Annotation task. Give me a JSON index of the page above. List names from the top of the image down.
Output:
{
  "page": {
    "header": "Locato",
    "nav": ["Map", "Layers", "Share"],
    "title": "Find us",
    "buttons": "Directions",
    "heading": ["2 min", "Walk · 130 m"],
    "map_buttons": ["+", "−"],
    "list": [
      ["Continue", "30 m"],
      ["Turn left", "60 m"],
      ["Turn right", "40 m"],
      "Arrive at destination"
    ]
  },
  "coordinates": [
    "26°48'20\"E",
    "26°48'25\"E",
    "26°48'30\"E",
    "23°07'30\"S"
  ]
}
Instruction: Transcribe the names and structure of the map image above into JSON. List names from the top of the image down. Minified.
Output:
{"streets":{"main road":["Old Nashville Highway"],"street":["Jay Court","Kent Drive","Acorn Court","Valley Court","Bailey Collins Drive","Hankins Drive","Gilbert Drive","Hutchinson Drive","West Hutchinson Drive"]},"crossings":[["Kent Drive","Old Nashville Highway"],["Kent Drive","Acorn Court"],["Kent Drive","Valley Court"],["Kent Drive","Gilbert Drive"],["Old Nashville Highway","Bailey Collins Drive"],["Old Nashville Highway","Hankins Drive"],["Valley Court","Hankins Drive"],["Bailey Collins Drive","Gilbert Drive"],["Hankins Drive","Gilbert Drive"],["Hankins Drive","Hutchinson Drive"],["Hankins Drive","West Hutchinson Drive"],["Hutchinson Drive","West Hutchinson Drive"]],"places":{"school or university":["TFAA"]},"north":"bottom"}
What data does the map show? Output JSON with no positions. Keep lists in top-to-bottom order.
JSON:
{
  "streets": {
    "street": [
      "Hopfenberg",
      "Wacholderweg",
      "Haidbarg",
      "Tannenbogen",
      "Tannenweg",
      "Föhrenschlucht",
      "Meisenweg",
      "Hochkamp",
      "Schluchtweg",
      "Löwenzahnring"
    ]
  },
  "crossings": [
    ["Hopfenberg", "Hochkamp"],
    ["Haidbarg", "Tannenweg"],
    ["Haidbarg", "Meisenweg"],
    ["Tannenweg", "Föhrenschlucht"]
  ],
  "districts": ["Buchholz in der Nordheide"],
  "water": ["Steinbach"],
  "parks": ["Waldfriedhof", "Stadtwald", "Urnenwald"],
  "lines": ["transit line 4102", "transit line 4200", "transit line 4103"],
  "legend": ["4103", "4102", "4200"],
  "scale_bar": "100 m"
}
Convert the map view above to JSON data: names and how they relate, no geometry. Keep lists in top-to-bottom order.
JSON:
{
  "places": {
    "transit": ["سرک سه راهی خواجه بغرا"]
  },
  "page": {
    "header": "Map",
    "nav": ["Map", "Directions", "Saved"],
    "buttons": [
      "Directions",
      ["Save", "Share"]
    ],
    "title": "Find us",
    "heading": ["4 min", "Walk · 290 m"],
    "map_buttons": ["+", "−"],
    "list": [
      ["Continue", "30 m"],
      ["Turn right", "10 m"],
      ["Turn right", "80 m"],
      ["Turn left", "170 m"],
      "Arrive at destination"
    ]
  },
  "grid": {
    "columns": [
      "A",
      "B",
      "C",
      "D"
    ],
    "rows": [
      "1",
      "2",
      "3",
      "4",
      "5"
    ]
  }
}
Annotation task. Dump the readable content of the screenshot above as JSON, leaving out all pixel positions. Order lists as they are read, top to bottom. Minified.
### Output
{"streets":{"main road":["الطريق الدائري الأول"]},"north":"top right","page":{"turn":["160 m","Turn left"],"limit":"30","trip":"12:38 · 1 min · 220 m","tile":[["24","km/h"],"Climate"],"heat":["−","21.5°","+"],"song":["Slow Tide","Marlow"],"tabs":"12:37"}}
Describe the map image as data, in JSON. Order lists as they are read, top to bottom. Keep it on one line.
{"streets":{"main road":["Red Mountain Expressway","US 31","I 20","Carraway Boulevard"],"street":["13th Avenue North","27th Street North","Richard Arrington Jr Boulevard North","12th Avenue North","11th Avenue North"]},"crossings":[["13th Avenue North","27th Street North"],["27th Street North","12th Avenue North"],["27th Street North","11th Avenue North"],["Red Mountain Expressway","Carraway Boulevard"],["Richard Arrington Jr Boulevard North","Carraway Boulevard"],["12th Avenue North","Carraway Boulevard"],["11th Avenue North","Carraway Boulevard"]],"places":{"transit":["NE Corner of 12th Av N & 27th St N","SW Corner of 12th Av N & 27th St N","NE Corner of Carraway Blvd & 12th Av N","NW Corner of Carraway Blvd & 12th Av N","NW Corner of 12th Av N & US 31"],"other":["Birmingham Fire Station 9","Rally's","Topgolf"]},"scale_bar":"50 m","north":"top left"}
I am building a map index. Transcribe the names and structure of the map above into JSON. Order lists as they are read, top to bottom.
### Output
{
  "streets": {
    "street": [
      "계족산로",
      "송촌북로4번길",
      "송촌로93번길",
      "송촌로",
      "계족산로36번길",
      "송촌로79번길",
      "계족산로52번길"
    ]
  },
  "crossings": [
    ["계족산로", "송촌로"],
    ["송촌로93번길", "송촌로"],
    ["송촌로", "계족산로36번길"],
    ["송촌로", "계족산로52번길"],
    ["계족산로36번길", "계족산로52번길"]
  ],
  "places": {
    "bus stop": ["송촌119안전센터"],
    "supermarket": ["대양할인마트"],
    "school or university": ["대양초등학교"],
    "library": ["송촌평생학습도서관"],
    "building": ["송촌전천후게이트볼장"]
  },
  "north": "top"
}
# # # # # # #
Task description: Once more, write out all the data above exactly as given.

Reply:
Annotation task. Give me a JSON index of the page above. List names from the top of the image down.
Output:
{
  "page": {
    "header": "Locato",
    "nav": ["Map", "Layers", "Share"],
    "title": "Find us",
    "buttons": "Directions",
    "heading": ["2 min", "Walk · 130 m"],
    "map_buttons": ["+", "−"],
    "list": [
      ["Continue", "30 m"],
      ["Turn left", "60 m"],
      ["Turn right", "40 m"],
      "Arrive at destination"
    ]
  },
  "coordinates": [
    "26°48'20\"E",
    "26°48'25\"E",
    "26°48'30\"E",
    "23°07'30\"S"
  ]
}
Instruction: Transcribe the names and structure of the map image above into JSON. List names from the top of the image down. Minified.
Output:
{"streets":{"main road":["Old Nashville Highway"],"street":["Jay Court","Kent Drive","Acorn Court","Valley Court","Bailey Collins Drive","Hankins Drive","Gilbert Drive","Hutchinson Drive","West Hutchinson Drive"]},"crossings":[["Kent Drive","Old Nashville Highway"],["Kent Drive","Acorn Court"],["Kent Drive","Valley Court"],["Kent Drive","Gilbert Drive"],["Old Nashville Highway","Bailey Collins Drive"],["Old Nashville Highway","Hankins Drive"],["Valley Court","Hankins Drive"],["Bailey Collins Drive","Gilbert Drive"],["Hankins Drive","Gilbert Drive"],["Hankins Drive","Hutchinson Drive"],["Hankins Drive","West Hutchinson Drive"],["Hutchinson Drive","West Hutchinson Drive"]],"places":{"school or university":["TFAA"]},"north":"bottom"}
What data does the map show? Output JSON with no positions. Keep lists in top-to-bottom order.
JSON:
{
  "streets": {
    "street": [
      "Hopfenberg",
      "Wacholderweg",
      "Haidbarg",
      "Tannenbogen",
      "Tannenweg",
      "Föhrenschlucht",
      "Meisenweg",
      "Hochkamp",
      "Schluchtweg",
      "Löwenzahnring"
    ]
  },
  "crossings": [
    ["Hopfenberg", "Hochkamp"],
    ["Haidbarg", "Tannenweg"],
    ["Haidbarg", "Meisenweg"],
    ["Tannenweg", "Föhrenschlucht"]
  ],
  "districts": ["Buchholz in der Nordheide"],
  "water": ["Steinbach"],
  "parks": ["Waldfriedhof", "Stadtwald", "Urnenwald"],
  "lines": ["transit line 4102", "transit line 4200", "transit line 4103"],
  "legend": ["4103", "4102", "4200"],
  "scale_bar": "100 m"
}
Convert the map view above to JSON data: names and how they relate, no geometry. Keep lists in top-to-bottom order.
JSON:
{
  "places": {
    "transit": ["سرک سه راهی خواجه بغرا"]
  },
  "page": {
    "header": "Map",
    "nav": ["Map", "Directions", "Saved"],
    "buttons": [
      "Directions",
      ["Save", "Share"]
    ],
    "title": "Find us",
    "heading": ["4 min", "Walk · 290 m"],
    "map_buttons": ["+", "−"],
    "list": [
      ["Continue", "30 m"],
      ["Turn right", "10 m"],
      ["Turn right", "80 m"],
      ["Turn left", "170 m"],
      "Arrive at destination"
    ]
  },
  "grid": {
    "columns": [
      "A",
      "B",
      "C",
      "D"
    ],
    "rows": [
      "1",
      "2",
      "3",
      "4",
      "5"
    ]
  }
}
Annotation task. Dump the readable content of the screenshot above as JSON, leaving out all pixel positions. Order lists as they are read, top to bottom. Minified.
### Output
{"streets":{"main road":["الطريق الدائري الأول"]},"north":"top right","page":{"turn":["160 m","Turn left"],"limit":"30","trip":"12:38 · 1 min · 220 m","tile":[["24","km/h"],"Climate"],"heat":["−","21.5°","+"],"song":["Slow Tide","Marlow"],"tabs":"12:37"}}
Describe the map image as data, in JSON. Order lists as they are read, top to bottom. Keep it on one line.
{"streets":{"main road":["Red Mountain Expressway","US 31","I 20","Carraway Boulevard"],"street":["13th Avenue North","27th Street North","Richard Arrington Jr Boulevard North","12th Avenue North","11th Avenue North"]},"crossings":[["13th Avenue North","27th Street North"],["27th Street North","12th Avenue North"],["27th Street North","11th Avenue North"],["Red Mountain Expressway","Carraway Boulevard"],["Richard Arrington Jr Boulevard North","Carraway Boulevard"],["12th Avenue North","Carraway Boulevard"],["11th Avenue North","Carraway Boulevard"]],"places":{"transit":["NE Corner of 12th Av N & 27th St N","SW Corner of 12th Av N & 27th St N","NE Corner of Carraway Blvd & 12th Av N","NW Corner of Carraway Blvd & 12th Av N","NW Corner of 12th Av N & US 31"],"other":["Birmingham Fire Station 9","Rally's","Topgolf"]},"scale_bar":"50 m","north":"top left"}
I am building a map index. Transcribe the names and structure of the map above into JSON. Order lists as they are read, top to bottom.
### Output
{
  "streets": {
    "street": [
      "계족산로",
      "송촌북로4번길",
      "송촌로93번길",
      "송촌로",
      "계족산로36번길",
      "송촌로79번길",
      "계족산로52번길"
    ]
  },
  "crossings": [
    ["계족산로", "송촌로"],
    ["송촌로93번길", "송촌로"],
    ["송촌로", "계족산로36번길"],
    ["송촌로", "계족산로52번길"],
    ["계족산로36번길", "계족산로52번길"]
  ],
  "places": {
    "bus stop": ["송촌119안전센터"],
    "supermarket": ["대양할인마트"],
    "school or university": ["대양초등학교"],
    "library": ["송촌평생학습도서관"],
    "building": ["송촌전천후게이트볼장"]
  },
  "north": "top"
}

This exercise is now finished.